Nutrition and Diets for treating diabetes
Diabetic diets changed greatly throughout the 20th century. They have undergone further change since about 1970, as several facts emerged:
Oral hypoglycaemic drugs may predispose to heart disease.
There is no evidence that eating sugar causes diabetes.
Asian people with diabetes on high starch diets have fewer complications (especially atherosclerotic) than their counterparts in Western Europe and North America.
Westerners with diabetes are dying of excess atherosclerotic disease, have higher plasma cholesterol values, and have been eating higher saturated fat diets than people with no diabetes.
Viscous dietary fibres such as that in guar, pectin, and legumes (though carbohydrates) improve diabetic control.
Increased dietary carbohydrate improves the response to a glucose tolerance test. Increasing the (complex) carbohydrate of diabetic diets is not usually followed by
Individual foods containing carbohydrate do not give the same glucose and other metabolic responses at a standard intake. When put to the test, in human subjects some foods give much higher blood glucose curves than others. They have a higher or lower glycaemic index (area under the 2-hour blood glucose curve after eating a food containing 50 g carbohydrate as percentage of the corresponding area after the same weight of glucose). This means that carbohydrate exchange lists can no longer be relied on. (It was always hard to believe that 2 oz of grapes had the same effect in the body as 7 oz of whole milk.) The main cause of a low glycaemic index is that the starch in some foods is digested slowly by pancreatic amylase.
Diabetics also have an increased chance of developing hypertension. The sodium content of their diets has been largely ignored.
Principles of dietary treatment for diabetes
Type 1: insulin dependent diabetes (IDD):
Integrate and synchronise meals (that is, the metabolic load) with the time(s) of action of the insulin treatment to minimise high peaks of blood glucose as well as episodes of hypoglycaemia. It is recommended that the individualís usual food intake is used as a basis for integrating insulin therapy into the eating and exercise patterns. Patients on insulin therapy should eat at consistent times synchronised with the time-action of the insulin preparation used.

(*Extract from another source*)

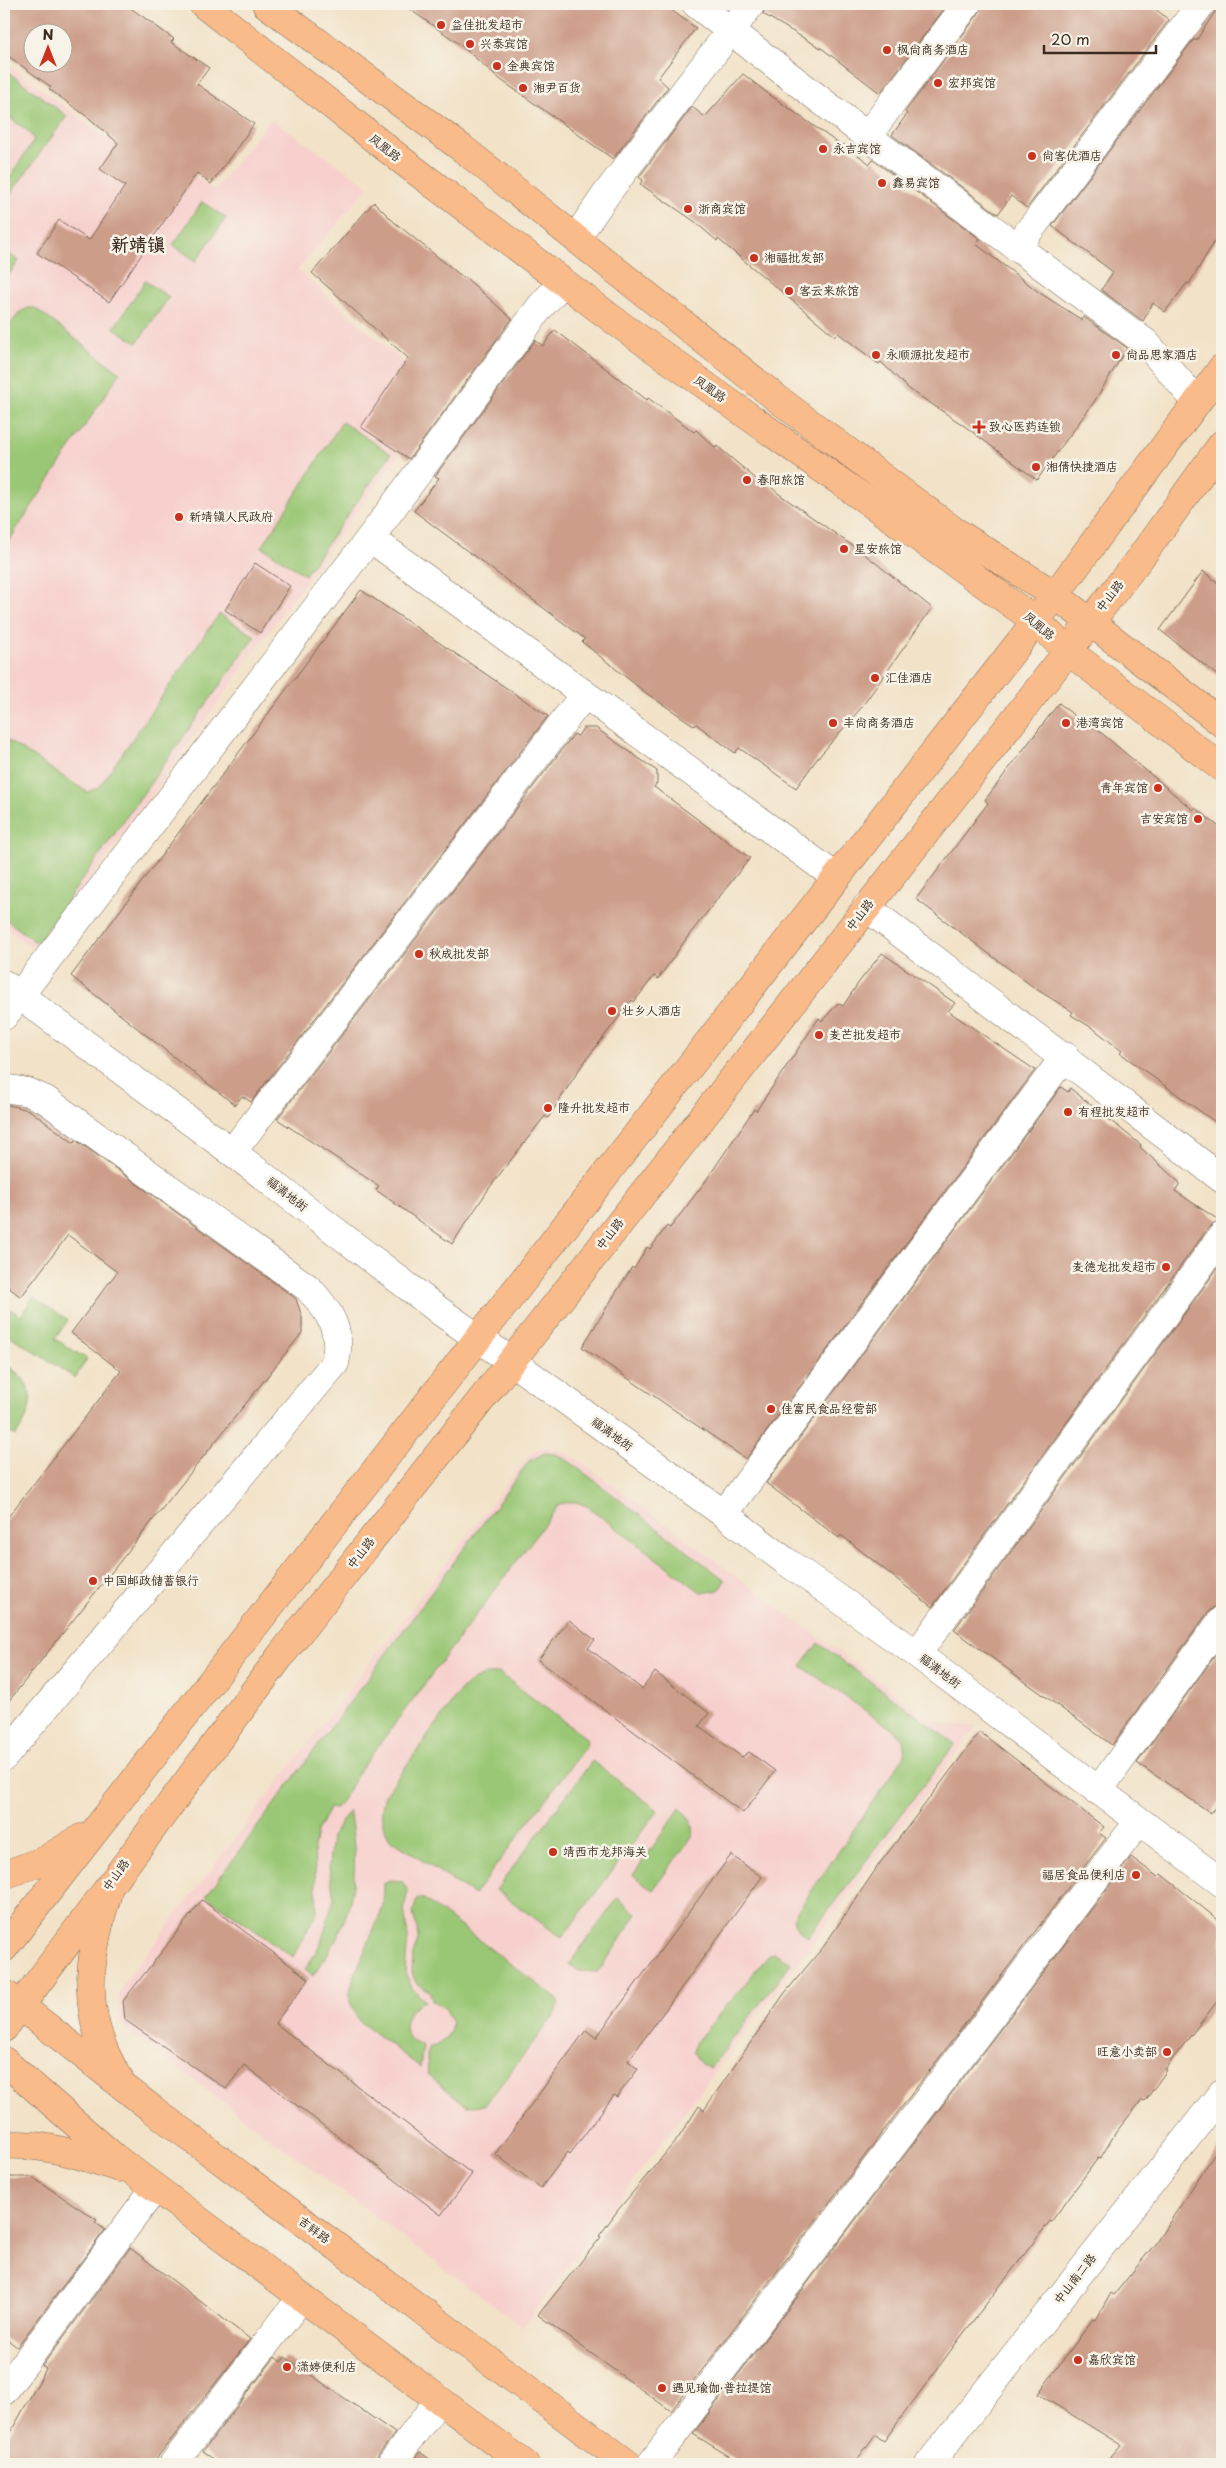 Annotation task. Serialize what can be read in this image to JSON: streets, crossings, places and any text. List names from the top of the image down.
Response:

Reduce saturated fat to 10% of total energy or less. People with diabetes have an increased risk of coronary heart disease and this dietary change may reduce it.
Keep salt intake low, because people with diabetes have an increased risk of hypertension.
Be very moderate with alcohol. Large intakes carry the risk of hypoglycaemia; irregular drinking can disturb glycaemic control. But regular 1 to 2 glasses with a meal are acceptable and might be beneficial (except in pregnancy).
If still growing make sure intakes of essential nutrients are adequate.
Type 2: non-insulin dependent diabetes (NIDD) :
Dietary change has a greater potential to improve type 2 diabetes.
Reduce body weight by eating fewer kilojoules and taking regular exercise, and keep at it! Even modest losses of weight improve metabolic control. About three-quarters of
type 2 diabetics are overweight or obese, and weight reduction is the first line of dietary management. To help patients lose weight and keep it off is a challenge for the physician and dietitian. Diabetics have a stronger incentive to lose weight because this improves
their disease as well as their figure, but sulphonylureas or insulin (not metformin) tend to stimulate appetite. Some who succeed in losing weight may be able to go off medications or go off insulin.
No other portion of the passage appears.